*The data*:
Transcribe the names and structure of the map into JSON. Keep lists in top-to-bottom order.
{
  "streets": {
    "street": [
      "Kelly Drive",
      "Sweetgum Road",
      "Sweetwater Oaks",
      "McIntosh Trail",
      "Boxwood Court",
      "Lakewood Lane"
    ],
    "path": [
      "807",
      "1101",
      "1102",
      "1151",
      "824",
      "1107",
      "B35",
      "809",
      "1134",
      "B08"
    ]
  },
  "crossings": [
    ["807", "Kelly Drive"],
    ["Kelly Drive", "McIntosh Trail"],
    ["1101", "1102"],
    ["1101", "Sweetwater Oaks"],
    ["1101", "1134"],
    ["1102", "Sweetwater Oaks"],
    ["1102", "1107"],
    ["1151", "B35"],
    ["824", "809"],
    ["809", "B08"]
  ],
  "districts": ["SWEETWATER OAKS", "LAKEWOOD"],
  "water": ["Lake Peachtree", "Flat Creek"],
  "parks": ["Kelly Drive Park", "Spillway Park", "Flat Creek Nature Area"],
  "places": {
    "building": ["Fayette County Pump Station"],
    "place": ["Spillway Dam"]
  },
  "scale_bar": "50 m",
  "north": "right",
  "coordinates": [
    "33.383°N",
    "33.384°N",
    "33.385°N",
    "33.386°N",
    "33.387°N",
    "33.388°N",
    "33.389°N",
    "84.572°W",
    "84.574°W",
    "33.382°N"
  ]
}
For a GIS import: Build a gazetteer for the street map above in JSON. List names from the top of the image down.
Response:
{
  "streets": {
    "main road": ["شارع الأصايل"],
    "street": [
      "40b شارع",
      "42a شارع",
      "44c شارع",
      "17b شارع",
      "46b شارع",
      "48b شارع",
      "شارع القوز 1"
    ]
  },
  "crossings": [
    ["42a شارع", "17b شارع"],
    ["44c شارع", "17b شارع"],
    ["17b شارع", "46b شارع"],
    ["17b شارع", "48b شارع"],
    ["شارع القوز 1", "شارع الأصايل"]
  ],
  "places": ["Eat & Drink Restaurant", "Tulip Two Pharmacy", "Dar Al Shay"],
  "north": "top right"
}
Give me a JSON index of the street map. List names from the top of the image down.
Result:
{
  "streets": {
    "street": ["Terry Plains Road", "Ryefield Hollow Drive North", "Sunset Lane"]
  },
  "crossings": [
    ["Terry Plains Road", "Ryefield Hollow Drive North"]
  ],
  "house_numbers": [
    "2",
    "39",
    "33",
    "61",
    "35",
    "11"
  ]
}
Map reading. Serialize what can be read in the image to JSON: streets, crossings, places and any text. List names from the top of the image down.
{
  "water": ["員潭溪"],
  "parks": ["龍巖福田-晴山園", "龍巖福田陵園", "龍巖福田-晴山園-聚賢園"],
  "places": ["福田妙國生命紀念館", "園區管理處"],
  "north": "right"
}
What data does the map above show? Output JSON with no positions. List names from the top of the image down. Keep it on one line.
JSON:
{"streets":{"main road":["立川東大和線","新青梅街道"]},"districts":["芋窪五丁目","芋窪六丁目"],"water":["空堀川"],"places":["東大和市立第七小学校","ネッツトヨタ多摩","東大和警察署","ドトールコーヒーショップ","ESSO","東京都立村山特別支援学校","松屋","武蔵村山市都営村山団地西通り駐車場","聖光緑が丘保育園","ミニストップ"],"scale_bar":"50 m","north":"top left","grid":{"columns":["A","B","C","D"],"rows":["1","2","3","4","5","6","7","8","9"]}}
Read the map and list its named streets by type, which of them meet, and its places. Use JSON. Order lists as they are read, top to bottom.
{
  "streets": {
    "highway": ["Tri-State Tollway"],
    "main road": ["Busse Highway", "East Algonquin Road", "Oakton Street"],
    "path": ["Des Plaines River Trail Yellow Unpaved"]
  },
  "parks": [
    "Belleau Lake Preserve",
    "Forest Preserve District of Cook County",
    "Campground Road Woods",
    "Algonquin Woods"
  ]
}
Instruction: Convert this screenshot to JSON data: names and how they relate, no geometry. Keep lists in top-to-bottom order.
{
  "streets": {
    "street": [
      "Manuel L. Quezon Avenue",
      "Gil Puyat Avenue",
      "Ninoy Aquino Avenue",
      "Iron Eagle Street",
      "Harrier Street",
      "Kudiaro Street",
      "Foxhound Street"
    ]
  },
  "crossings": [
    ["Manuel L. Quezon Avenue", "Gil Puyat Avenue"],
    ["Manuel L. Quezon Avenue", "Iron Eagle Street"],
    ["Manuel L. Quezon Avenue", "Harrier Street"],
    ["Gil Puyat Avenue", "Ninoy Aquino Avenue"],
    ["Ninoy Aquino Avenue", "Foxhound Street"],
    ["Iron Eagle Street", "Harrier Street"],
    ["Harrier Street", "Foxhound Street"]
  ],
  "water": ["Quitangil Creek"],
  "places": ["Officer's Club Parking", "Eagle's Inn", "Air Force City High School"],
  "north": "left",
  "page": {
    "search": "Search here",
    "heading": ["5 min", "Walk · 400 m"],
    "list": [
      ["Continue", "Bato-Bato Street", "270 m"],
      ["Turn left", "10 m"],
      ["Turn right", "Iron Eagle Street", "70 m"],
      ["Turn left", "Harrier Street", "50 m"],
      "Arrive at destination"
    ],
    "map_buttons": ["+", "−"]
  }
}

*Exercise objective*:
What is needed is a word-for-word copy of all the entries.

*Exercise output*:
Transcribe the names and structure of the map into JSON. Keep lists in top-to-bottom order.
{
  "streets": {
    "street": [
      "Kelly Drive",
      "Sweetgum Road",
      "Sweetwater Oaks",
      "McIntosh Trail",
      "Boxwood Court",
      "Lakewood Lane"
    ],
    "path": [
      "807",
      "1101",
      "1102",
      "1151",
      "824",
      "1107",
      "B35",
      "809",
      "1134",
      "B08"
    ]
  },
  "crossings": [
    ["807", "Kelly Drive"],
    ["Kelly Drive", "McIntosh Trail"],
    ["1101", "1102"],
    ["1101", "Sweetwater Oaks"],
    ["1101", "1134"],
    ["1102", "Sweetwater Oaks"],
    ["1102", "1107"],
    ["1151", "B35"],
    ["824", "809"],
    ["809", "B08"]
  ],
  "districts": ["SWEETWATER OAKS", "LAKEWOOD"],
  "water": ["Lake Peachtree", "Flat Creek"],
  "parks": ["Kelly Drive Park", "Spillway Park", "Flat Creek Nature Area"],
  "places": {
    "building": ["Fayette County Pump Station"],
    "place": ["Spillway Dam"]
  },
  "scale_bar": "50 m",
  "north": "right",
  "coordinates": [
    "33.383°N",
    "33.384°N",
    "33.385°N",
    "33.386°N",
    "33.387°N",
    "33.388°N",
    "33.389°N",
    "84.572°W",
    "84.574°W",
    "33.382°N"
  ]
}
For a GIS import: Build a gazetteer for the street map above in JSON. List names from the top of the image down.
Response:
{
  "streets": {
    "main road": ["شارع الأصايل"],
    "street": [
      "40b شارع",
      "42a شارع",
      "44c شارع",
      "17b شارع",
      "46b شارع",
      "48b شارع",
      "شارع القوز 1"
    ]
  },
  "crossings": [
    ["42a شارع", "17b شارع"],
    ["44c شارع", "17b شارع"],
    ["17b شارع", "46b شارع"],
    ["17b شارع", "48b شارع"],
    ["شارع القوز 1", "شارع الأصايل"]
  ],
  "places": ["Eat & Drink Restaurant", "Tulip Two Pharmacy", "Dar Al Shay"],
  "north": "top right"
}
Give me a JSON index of the street map. List names from the top of the image down.
Result:
{
  "streets": {
    "street": ["Terry Plains Road", "Ryefield Hollow Drive North", "Sunset Lane"]
  },
  "crossings": [
    ["Terry Plains Road", "Ryefield Hollow Drive North"]
  ],
  "house_numbers": [
    "2",
    "39",
    "33",
    "61",
    "35",
    "11"
  ]
}
Map reading. Serialize what can be read in the image to JSON: streets, crossings, places and any text. List names from the top of the image down.
{
  "water": ["員潭溪"],
  "parks": ["龍巖福田-晴山園", "龍巖福田陵園", "龍巖福田-晴山園-聚賢園"],
  "places": ["福田妙國生命紀念館", "園區管理處"],
  "north": "right"
}
What data does the map above show? Output JSON with no positions. List names from the top of the image down. Keep it on one line.
JSON:
{"streets":{"main road":["立川東大和線","新青梅街道"]},"districts":["芋窪五丁目","芋窪六丁目"],"water":["空堀川"],"places":["東大和市立第七小学校","ネッツトヨタ多摩","東大和警察署","ドトールコーヒーショップ","ESSO","東京都立村山特別支援学校","松屋","武蔵村山市都営村山団地西通り駐車場","聖光緑が丘保育園","ミニストップ"],"scale_bar":"50 m","north":"top left","grid":{"columns":["A","B","C","D"],"rows":["1","2","3","4","5","6","7","8","9"]}}
Read the map and list its named streets by type, which of them meet, and its places. Use JSON. Order lists as they are read, top to bottom.
{
  "streets": {
    "highway": ["Tri-State Tollway"],
    "main road": ["Busse Highway", "East Algonquin Road", "Oakton Street"],
    "path": ["Des Plaines River Trail Yellow Unpaved"]
  },
  "parks": [
    "Belleau Lake Preserve",
    "Forest Preserve District of Cook County",
    "Campground Road Woods",
    "Algonquin Woods"
  ]
}
Instruction: Convert this screenshot to JSON data: names and how they relate, no geometry. Keep lists in top-to-bottom order.
{
  "streets": {
    "street": [
      "Manuel L. Quezon Avenue",
      "Gil Puyat Avenue",
      "Ninoy Aquino Avenue",
      "Iron Eagle Street",
      "Harrier Street",
      "Kudiaro Street",
      "Foxhound Street"
    ]
  },
  "crossings": [
    ["Manuel L. Quezon Avenue", "Gil Puyat Avenue"],
    ["Manuel L. Quezon Avenue", "Iron Eagle Street"],
    ["Manuel L. Quezon Avenue", "Harrier Street"],
    ["Gil Puyat Avenue", "Ninoy Aquino Avenue"],
    ["Ninoy Aquino Avenue", "Foxhound Street"],
    ["Iron Eagle Street", "Harrier Street"],
    ["Harrier Street", "Foxhound Street"]
  ],
  "water": ["Quitangil Creek"],
  "places": ["Officer's Club Parking", "Eagle's Inn", "Air Force City High School"],
  "north": "left",
  "page": {
    "search": "Search here",
    "heading": ["5 min", "Walk · 400 m"],
    "list": [
      ["Continue", "Bato-Bato Street", "270 m"],
      ["Turn left", "10 m"],
      ["Turn right", "Iron Eagle Street", "70 m"],
      ["Turn left", "Harrier Street", "50 m"],
      "Arrive at destination"
    ],
    "map_buttons": ["+", "−"]
  }
}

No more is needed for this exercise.